Bring together copies of the lines in the data below that contain the word "strokeStyle".

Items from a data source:
##########
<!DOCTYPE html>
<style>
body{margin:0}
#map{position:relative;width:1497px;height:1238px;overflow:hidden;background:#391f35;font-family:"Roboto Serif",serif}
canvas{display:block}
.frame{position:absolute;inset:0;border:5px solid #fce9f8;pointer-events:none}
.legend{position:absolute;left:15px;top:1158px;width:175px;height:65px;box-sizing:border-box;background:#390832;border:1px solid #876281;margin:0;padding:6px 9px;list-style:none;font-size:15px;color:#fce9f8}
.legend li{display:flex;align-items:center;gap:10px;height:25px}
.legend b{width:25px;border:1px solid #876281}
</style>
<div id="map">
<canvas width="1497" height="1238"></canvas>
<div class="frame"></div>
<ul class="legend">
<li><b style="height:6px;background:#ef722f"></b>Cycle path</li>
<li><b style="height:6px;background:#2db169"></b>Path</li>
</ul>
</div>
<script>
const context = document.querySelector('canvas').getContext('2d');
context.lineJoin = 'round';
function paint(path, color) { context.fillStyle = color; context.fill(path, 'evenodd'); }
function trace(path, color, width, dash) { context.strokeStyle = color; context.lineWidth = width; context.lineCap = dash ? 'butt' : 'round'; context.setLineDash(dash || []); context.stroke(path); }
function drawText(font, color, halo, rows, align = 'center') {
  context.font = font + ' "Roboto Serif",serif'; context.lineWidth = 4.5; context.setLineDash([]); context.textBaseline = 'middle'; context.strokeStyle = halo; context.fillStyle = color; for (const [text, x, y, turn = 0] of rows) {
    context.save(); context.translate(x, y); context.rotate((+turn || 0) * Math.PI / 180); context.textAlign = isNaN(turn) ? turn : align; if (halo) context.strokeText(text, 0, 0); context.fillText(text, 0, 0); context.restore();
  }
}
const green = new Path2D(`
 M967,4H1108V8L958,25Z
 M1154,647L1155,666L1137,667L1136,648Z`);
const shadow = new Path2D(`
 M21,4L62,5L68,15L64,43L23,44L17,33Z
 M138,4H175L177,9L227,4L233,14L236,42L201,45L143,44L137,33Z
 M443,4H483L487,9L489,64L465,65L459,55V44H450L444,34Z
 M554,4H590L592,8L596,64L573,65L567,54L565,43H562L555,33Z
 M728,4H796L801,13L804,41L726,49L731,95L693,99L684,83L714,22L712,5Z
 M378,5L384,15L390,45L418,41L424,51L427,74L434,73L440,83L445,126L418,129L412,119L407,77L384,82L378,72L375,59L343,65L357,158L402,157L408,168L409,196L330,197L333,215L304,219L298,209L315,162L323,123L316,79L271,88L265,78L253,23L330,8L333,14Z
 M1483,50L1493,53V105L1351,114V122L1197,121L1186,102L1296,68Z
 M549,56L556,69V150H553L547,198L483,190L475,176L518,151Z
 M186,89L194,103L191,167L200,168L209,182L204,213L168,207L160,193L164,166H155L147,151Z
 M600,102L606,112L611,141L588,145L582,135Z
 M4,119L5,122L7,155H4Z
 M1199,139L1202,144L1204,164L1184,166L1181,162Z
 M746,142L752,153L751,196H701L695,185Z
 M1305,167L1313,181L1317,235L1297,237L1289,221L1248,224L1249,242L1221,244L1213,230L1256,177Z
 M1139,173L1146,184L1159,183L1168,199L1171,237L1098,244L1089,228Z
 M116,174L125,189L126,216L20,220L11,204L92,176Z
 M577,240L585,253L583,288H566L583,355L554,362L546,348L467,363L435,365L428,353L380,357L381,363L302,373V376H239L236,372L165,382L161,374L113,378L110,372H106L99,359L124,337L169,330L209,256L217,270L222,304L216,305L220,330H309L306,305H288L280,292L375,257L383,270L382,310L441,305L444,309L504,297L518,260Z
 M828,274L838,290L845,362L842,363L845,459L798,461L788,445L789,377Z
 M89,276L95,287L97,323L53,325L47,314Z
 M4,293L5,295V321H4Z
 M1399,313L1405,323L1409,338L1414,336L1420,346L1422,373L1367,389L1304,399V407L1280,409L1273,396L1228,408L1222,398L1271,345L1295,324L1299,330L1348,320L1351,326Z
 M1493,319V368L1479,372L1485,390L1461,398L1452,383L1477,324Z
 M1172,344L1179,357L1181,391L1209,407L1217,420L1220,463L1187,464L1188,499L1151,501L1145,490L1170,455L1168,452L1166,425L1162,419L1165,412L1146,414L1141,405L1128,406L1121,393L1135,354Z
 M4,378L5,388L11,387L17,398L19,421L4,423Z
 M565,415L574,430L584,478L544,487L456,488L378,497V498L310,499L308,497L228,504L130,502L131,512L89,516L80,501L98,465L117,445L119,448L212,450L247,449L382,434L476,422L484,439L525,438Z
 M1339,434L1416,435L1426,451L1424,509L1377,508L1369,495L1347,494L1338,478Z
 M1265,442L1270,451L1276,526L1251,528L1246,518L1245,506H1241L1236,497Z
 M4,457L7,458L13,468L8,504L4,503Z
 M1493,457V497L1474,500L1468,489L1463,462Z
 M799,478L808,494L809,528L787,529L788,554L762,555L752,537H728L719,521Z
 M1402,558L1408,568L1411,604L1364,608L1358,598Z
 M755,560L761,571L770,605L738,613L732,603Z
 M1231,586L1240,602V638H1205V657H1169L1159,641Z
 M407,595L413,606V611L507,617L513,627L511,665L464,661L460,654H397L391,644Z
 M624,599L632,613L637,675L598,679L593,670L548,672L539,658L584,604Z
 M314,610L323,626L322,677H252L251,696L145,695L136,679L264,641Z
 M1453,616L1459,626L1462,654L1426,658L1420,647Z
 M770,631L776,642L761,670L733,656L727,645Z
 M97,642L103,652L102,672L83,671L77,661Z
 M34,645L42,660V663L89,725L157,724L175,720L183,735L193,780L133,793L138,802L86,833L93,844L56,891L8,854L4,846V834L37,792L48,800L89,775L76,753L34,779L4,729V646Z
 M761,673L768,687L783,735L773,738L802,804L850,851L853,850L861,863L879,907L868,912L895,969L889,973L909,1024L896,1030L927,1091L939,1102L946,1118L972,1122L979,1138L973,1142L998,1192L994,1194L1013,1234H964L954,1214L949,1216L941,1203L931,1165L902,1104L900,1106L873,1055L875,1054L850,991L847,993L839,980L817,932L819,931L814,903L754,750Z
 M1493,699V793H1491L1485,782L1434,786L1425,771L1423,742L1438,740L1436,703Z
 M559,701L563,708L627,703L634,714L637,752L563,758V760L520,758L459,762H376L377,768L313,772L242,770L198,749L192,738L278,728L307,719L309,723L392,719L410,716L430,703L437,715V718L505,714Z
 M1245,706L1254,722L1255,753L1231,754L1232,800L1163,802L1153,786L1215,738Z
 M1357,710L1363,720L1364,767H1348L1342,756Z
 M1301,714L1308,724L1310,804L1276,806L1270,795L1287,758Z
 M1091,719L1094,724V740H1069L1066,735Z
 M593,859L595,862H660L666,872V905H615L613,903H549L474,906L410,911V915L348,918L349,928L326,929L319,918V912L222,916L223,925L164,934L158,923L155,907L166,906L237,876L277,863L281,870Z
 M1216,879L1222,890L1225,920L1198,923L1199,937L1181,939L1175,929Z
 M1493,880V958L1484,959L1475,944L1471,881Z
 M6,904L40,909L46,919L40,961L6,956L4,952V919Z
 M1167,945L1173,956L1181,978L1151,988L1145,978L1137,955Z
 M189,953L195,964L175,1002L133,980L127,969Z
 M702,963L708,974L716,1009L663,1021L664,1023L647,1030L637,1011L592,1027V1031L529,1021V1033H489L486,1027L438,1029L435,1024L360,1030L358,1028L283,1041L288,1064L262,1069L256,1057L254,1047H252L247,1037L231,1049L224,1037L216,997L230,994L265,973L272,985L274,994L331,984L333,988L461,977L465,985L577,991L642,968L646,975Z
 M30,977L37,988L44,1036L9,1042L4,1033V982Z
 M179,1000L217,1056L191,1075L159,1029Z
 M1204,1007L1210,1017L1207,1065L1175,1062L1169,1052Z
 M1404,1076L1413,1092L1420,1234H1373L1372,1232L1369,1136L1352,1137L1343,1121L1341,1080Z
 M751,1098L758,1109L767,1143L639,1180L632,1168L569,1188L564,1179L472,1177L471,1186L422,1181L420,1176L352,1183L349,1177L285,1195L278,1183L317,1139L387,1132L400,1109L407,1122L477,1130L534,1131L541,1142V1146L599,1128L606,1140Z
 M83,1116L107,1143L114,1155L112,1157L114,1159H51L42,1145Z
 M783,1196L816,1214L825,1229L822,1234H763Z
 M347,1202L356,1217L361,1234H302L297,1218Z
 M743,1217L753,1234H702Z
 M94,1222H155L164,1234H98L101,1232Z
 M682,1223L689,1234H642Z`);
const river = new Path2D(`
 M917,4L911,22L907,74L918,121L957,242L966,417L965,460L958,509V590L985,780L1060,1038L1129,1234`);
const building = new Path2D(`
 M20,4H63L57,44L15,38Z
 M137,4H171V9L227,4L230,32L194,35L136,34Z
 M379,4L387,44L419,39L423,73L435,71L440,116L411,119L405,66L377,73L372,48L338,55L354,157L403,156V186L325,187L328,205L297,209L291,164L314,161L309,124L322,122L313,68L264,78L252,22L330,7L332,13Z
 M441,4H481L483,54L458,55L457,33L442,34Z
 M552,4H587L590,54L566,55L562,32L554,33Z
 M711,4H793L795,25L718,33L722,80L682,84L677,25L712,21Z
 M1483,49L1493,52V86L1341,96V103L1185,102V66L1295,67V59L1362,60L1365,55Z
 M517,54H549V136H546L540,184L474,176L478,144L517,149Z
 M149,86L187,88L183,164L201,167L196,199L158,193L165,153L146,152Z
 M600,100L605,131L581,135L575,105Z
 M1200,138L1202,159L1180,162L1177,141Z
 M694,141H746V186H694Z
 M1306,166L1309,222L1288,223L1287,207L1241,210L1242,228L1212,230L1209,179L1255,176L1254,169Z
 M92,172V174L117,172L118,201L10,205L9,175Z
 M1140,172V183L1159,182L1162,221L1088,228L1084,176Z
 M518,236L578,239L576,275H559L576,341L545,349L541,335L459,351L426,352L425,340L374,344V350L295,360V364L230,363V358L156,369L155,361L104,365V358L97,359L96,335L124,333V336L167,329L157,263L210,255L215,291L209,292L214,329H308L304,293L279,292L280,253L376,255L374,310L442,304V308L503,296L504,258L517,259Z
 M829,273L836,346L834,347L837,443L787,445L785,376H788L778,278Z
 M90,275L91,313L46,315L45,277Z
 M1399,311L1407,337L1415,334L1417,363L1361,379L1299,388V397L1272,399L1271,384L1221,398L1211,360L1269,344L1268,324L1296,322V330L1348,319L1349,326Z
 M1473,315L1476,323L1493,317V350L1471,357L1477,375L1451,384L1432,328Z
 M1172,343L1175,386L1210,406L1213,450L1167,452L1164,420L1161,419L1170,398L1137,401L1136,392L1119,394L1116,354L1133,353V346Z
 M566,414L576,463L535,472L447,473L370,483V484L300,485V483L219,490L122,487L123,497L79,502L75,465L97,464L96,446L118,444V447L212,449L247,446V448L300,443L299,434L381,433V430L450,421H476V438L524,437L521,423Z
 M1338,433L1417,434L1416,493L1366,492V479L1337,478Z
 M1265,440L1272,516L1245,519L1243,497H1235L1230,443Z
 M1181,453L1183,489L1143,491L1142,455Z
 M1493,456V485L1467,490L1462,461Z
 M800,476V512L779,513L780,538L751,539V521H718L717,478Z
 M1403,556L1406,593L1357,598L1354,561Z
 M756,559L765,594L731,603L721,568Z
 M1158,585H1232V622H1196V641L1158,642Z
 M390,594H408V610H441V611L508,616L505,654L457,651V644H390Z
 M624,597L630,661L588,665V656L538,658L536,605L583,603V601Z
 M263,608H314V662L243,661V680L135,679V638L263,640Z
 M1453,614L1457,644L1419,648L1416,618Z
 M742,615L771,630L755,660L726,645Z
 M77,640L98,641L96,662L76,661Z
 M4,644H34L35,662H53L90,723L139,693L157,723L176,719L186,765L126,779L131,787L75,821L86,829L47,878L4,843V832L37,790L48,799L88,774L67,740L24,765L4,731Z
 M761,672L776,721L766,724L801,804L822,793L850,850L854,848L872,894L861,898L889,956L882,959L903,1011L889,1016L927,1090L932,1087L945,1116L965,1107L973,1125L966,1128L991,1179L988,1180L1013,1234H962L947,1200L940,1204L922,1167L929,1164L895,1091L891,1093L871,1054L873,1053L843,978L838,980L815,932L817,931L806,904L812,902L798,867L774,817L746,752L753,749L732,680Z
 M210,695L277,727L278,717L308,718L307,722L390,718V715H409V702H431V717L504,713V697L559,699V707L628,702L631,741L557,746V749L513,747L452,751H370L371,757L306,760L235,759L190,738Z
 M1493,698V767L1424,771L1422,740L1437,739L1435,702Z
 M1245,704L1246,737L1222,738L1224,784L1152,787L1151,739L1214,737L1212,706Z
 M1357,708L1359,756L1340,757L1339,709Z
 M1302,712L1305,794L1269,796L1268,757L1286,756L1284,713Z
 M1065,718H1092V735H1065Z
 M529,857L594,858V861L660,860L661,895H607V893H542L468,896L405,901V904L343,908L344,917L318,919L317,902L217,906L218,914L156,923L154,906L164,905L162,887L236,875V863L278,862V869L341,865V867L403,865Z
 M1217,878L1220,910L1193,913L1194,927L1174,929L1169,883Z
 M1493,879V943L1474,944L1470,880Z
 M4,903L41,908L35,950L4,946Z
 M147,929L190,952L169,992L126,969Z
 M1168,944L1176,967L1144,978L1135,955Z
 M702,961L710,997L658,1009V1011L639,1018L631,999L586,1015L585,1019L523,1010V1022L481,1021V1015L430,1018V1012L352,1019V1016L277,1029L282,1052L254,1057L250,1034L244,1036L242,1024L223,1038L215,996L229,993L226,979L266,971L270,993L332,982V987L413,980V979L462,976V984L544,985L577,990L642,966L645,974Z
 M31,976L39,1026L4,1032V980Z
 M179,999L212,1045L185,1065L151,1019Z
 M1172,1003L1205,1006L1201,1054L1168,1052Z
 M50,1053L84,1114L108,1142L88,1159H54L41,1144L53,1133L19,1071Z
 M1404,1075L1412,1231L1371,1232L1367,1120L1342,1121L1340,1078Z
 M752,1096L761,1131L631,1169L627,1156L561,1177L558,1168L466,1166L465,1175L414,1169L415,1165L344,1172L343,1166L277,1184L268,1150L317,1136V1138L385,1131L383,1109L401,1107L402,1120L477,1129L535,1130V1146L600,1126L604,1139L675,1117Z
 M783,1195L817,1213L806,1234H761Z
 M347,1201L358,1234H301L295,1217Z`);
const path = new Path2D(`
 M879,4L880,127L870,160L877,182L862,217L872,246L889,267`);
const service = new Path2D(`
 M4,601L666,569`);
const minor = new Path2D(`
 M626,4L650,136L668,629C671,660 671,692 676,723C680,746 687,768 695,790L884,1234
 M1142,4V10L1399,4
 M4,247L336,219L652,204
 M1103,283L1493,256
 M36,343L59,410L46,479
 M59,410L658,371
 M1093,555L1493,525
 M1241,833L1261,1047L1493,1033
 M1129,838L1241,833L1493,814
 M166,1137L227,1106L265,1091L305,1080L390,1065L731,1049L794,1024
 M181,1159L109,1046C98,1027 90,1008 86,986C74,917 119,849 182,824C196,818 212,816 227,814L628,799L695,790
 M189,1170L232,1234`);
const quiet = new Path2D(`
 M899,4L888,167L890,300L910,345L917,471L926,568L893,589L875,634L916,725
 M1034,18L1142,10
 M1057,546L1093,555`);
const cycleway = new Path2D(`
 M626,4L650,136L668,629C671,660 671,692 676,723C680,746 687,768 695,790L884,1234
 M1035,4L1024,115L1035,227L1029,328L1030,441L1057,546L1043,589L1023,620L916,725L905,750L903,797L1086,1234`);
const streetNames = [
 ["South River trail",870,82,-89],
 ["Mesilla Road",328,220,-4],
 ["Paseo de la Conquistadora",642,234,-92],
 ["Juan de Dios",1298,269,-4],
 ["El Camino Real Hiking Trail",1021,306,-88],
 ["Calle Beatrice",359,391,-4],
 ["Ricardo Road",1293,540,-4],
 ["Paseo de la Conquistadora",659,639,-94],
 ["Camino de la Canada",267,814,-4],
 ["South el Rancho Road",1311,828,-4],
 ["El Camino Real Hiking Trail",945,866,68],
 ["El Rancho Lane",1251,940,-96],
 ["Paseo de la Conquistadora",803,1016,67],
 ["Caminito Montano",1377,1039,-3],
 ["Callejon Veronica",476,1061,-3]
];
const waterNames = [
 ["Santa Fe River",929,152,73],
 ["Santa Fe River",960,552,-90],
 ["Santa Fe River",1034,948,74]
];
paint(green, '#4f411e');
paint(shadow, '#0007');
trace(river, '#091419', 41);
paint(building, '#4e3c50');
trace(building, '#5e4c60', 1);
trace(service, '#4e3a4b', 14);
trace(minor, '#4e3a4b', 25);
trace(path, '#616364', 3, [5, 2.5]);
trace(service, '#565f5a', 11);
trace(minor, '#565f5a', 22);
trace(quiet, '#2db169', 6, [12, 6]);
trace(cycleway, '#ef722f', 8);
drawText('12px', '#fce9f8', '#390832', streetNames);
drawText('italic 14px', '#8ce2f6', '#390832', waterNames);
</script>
##########
> TASK SOLUTION
function trace(path, color, width, dash) { context.strokeStyle = color; context.lineWidth = width; context.lineCap = dash ? 'butt' : 'round'; context.setLineDash(dash || []); context.stroke(path); }
  context.font = font + ' "Roboto Serif",serif'; context.lineWidth = 4.5; context.setLineDash([]); context.textBaseline = 'middle'; context.strokeStyle = halo; context.fillStyle = color; for (const [text, x, y, turn = 0] of rows) {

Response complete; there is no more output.